ABSTRACT

 

Students come to instruction with a rich store of informal knowledge related to rational number concepts and procedures. Initially this informal knowledge is limited in three ways: (a) Students’ informal strategies treat rational number problems as whole number partitioning problems, (b) students’ informal conception of rational number influences their ability to reconceptualize the unit, and (c) students’ informal knowledge initially is disconnected from their knowledge of formal symbols and procedures associated with rational numbers. However, appropriate instruction can extend students’ informal knowledge so that these limitations are redressed and the informal knowledge provides a base for developing an understanding of formal symbols and procedures.
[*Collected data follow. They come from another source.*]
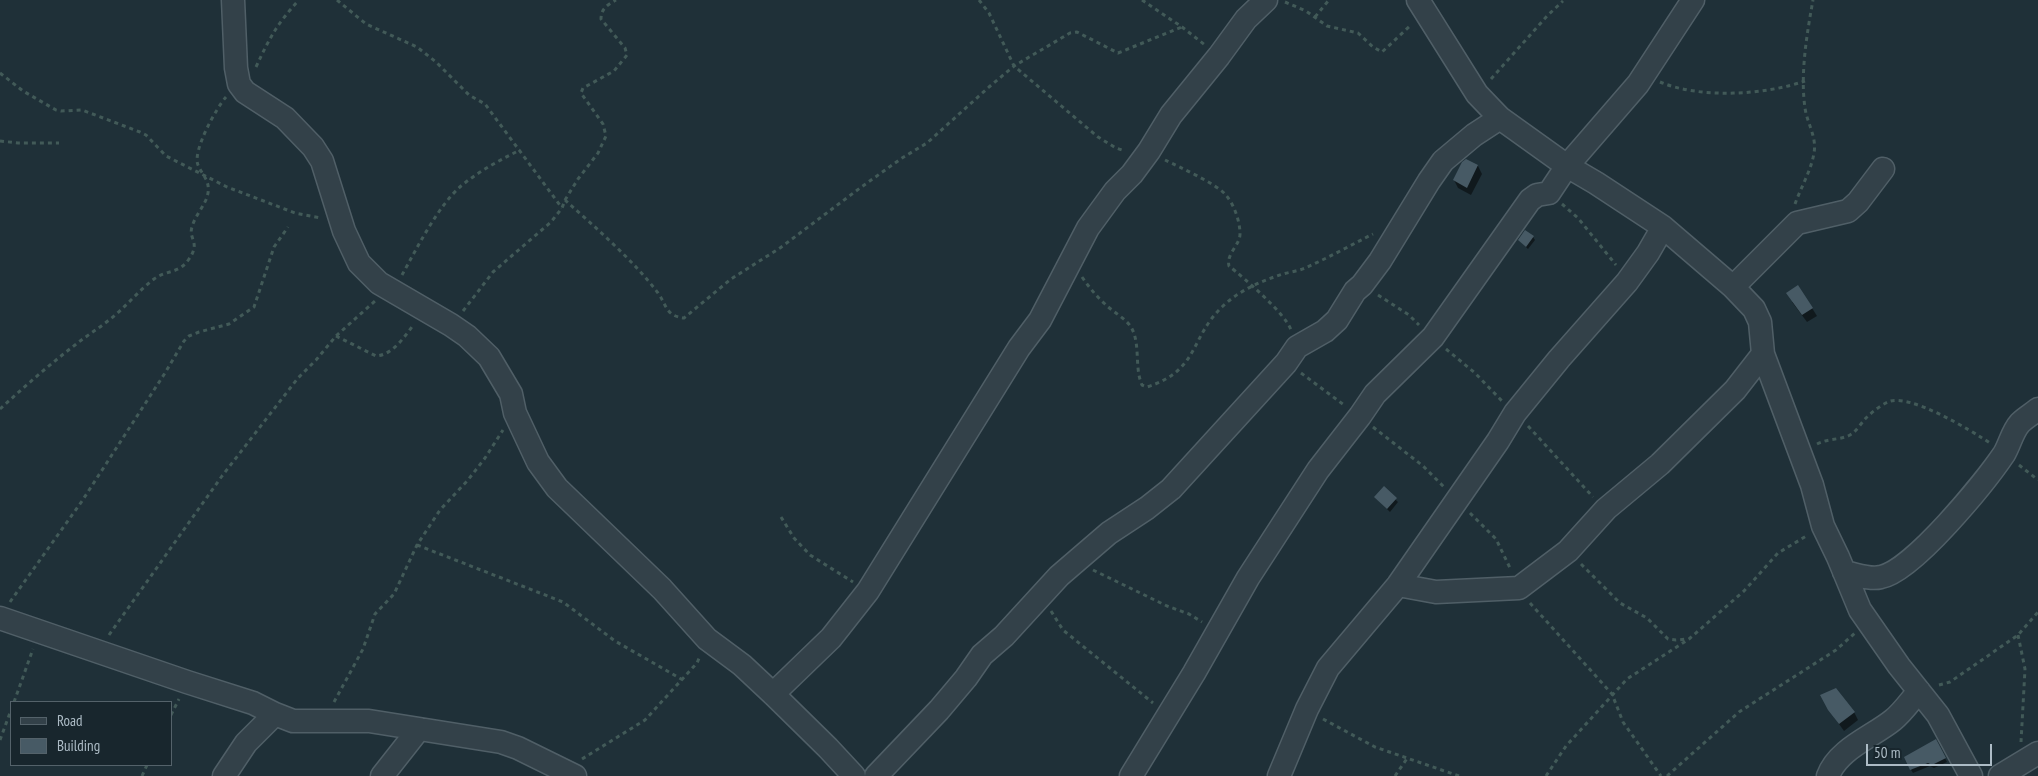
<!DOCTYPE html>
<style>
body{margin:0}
#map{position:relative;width:2038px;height:776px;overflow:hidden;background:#1f3038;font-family:"PT Sans Narrow",sans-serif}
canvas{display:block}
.legend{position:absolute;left:10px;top:701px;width:162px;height:65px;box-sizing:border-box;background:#18262d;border:1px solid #54626a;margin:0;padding:6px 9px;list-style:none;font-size:15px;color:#adbcc6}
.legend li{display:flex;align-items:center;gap:10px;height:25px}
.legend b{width:25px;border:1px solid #54626a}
.scale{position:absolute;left:1866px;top:744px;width:126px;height:22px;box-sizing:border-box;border:2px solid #adbcc6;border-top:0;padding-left:6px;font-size:15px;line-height:18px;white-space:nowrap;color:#adbcc6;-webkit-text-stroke:4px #18262d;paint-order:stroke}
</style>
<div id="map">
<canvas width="2038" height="776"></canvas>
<ul class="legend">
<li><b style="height:6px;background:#334149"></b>Road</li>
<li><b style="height:14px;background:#475a65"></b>Building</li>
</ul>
<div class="scale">50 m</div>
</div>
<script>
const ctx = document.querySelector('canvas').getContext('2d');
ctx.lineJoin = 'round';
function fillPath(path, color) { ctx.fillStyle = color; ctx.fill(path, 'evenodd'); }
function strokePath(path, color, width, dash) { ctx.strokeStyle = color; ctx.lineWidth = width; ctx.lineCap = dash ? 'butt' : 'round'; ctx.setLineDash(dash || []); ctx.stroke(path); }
const shadow = new Path2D(`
 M1466 160 1478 166 1482 174 1471 195 1458 188 1454 180Z
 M1533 237 1535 240 1528 249 1519 240Z
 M1792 302 1812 308 1817 316 1807 322Z
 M1384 488 1398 502 1390 512 1375 497Z
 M1854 712 1858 720 1844 731 1834 717Z
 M1936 741 1947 762 1934 768 1930 766 1913 773 1911 770Z`);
const building = new Path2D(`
 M1466 159 1478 165 1467 188 1453 180 1462 162Z
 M1525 230 1534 236 1526 247 1518 240Z
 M1798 285 1813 308 1802 315 1786 293Z
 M1384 486 1397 498 1387 509 1374 497Z
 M1836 688 1855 712 1839 724 1828 710 1820 695Z
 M1936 739 1946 758 1932 765 1928 763 1910 770 1904 757Z`);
const path = new Path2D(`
 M337 0 366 24 417 47 436 62 469 95 485 104 562 208
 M979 0 989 13 1014 66 1098 137 1116 148 1125 151
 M1142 0 1182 27 1205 45
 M1285 2 1306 11 1327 26 1358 33 1373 47 1382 52 1411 25
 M1315 17 1329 0
 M256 67C270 37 277 24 299 0
 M0 73 23 91 56 110 61 111 82 110 140 132 146 135 166 156 227 187 295 213 321 218
 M1491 79 1547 16 1563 1
 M1660 82C1700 99 1765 95 1805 81
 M0 141 18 143H59
 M1165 160C1179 167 1215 183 1225 194 1234 204 1240 221 1240 234 1240 245 1226 254 1229 266 1244 278 1285 313 1291 330
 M565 200C595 227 634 261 658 293 667 306 666 316 684 318L731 279 780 248 860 188 902 158 927 143 989 87 1014 66 1070 33 1077 32 1118 53 1182 27
 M1562 204 1578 218 1616 265
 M1795 204C1801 187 1811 171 1814 153 1817 137 1807 123 1805 108 1800 74 1807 33 1813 0
 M402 275C417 248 438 206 461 186 479 171 500 160 520 150
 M1082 277C1089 287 1096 296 1105 304 1113 312 1125 318 1131 327 1141 344 1134 367 1142 385L1147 387C1200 370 1189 338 1223 306 1240 290 1261 281 1283 274 1290 272 1298 271 1305 268 1328 258 1351 245 1373 234
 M1378 295 1409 315 1419 325
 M463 311 493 272 551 222 562 208 565 200 578 179 598 153 606 136 603 124 581 93 583 88 614 71 627 55 625 48 601 19C601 9 607 5 616 0
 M336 336 376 356C393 355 405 336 414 324
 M1446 349 1475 373 1502 401
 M1301 373 1344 405
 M0 409C24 387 49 365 75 345 86 336 98 329 109 320 125 308 138 291 154 279 166 270 179 274 189 259 201 242 188 239 192 227 195 215 206 205 208 193 210 180 202 175 198 165 192 151 217 107 226 97
 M1528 426 1593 497
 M1373 427 1423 466 1444 487
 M1817 444C1829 438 1841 440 1850 435 1857 431 1861 423 1866 418 1872 412 1881 405 1888 402 1908 392 1972 431 1990 443
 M2019 465 2038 480
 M1470 513 1496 539 1511 570
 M781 517 794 538 810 555 853 582
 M417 545 563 602 615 641 683 680
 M1581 564 1620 603 1647 618 1668 639 1676 640 1688 639
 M1093 570 1167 606 1189 614 1202 622
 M10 602 82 501 165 373 184 341 189 336 199 332 229 324 254 307 274 247 288 227
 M1530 603 1612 694 1623 722 1661 776
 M1051 611 1063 630 1153 703
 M109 635 222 476 298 378 316 360 336 336 375 301
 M2018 635 2025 669 2021 742
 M1939 685 1950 682 2018 635 2038 612
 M14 702 33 649
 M334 702 363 649 375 614 394 594 417 545 440 510 468 480 485 458 503 430
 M171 715 179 699
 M1323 719 1375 747 1459 776
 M0 740 11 710
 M582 759 645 720 697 663 700 656
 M142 776 147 765
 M1395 776 1408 757
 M1546 776 1566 746 1627 679 1689 639 1744 591 1778 553 1808 535
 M1667 776 1739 712 1836 650 1855 633`);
const minor = new Path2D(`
 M233 0 236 68 239 84 245 92 285 118 313 147 322 161 344 231 359 263 379 283 451 325 467 336 489 357 511 394 515 413 538 462 557 488 662 589 707 639 742 665 773 694 828 748 854 776
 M1418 0 1477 94 1500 118 1567 166 1596 183 1663 227 1733 287 1754 309 1760 322 1763 354 1812 485 1823 526 1838 557 1860 610 1899 666 1938 715 1971 776
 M1733 287 1797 223 1848 211 1858 202 1883 169
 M1844 572C1856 574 1869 580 1881 577 1913 571 1985 482 2004 454 2010 444 2012 432 2020 423 2025 418 2032 414 2038 409
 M1398 585 1436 592 1519 588 1568 551 1606 509 1660 464 1735 390 1763 354
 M0 618 187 682 253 703 275 714 293 721H369L501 742 518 748 575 776
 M773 694 831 638 868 591 1019 348 1040 320 1088 228 1115 191 1132 174 1149 151 1171 115 1219 56 1246 19 1266 0
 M224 776 246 743 275 714
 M382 776 419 729
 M876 776 939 710 966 678 982 655 1004 636 1059 576 1109 533 1147 508 1171 489 1286 363 1297 347 1325 331 1337 320 1355 291 1362 285 1380 261 1429 181 1443 161 1474 135 1500 118
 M1131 776 1194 673 1248 578 1318 470 1360 416 1375 394 1433 337 1530 200 1537 195 1549 193 1567 166 1638 84 1693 0
 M1279 776 1307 709 1328 668 1398 585 1498 441 1515 413 1559 359 1627 282 1648 253 1663 227
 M1828 776C1838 749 1872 737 1893 720 1903 712 1911 700 1919 691
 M2000 776 2038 753`);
fillPath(shadow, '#0007');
fillPath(building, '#475a65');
strokePath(minor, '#505f67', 25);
strokePath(path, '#425a58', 3, [4, 4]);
strokePath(minor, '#334149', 22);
</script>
For a number of years, researchers have been concerned with issues related to students’ understanding of mathematics and the nature of its development (Hiebert & Carpenter, 1992; Hiebert & LeFevre, 1986; Romberg & Carpenter, 1986). Although many of the intricacies of understanding still elude us, researchers concur that understanding depends on relationships the individual forms between new and existing knowledge (Brownell & Sims, 1946; Carpenter, 1986; Greeno, 1978; Hiebert & LeFevre, 1986; Nickerson, 1982; Resnick & Ford, 1981; Riley, Greeno, & Heller, 1983). Recent theories concerning the development of students’ understanding have attempted to characterize the ways that students form relationships between new and existing knowledge by focusing on the ways that students construct meaning for mathematical symbols. Although all of the theories are not yet fully developed and some differences exist among them, most of the theoretical discussions suggest that students construct meaning for mathematical symbols by matching formal symbols with other representations that are meaningful to them, such as specific real-life situations or actions on concrete representations (Hiebert, 1988; Hiebert & Carpenter, 1992; Kaput, 1987; Kieren, 1988).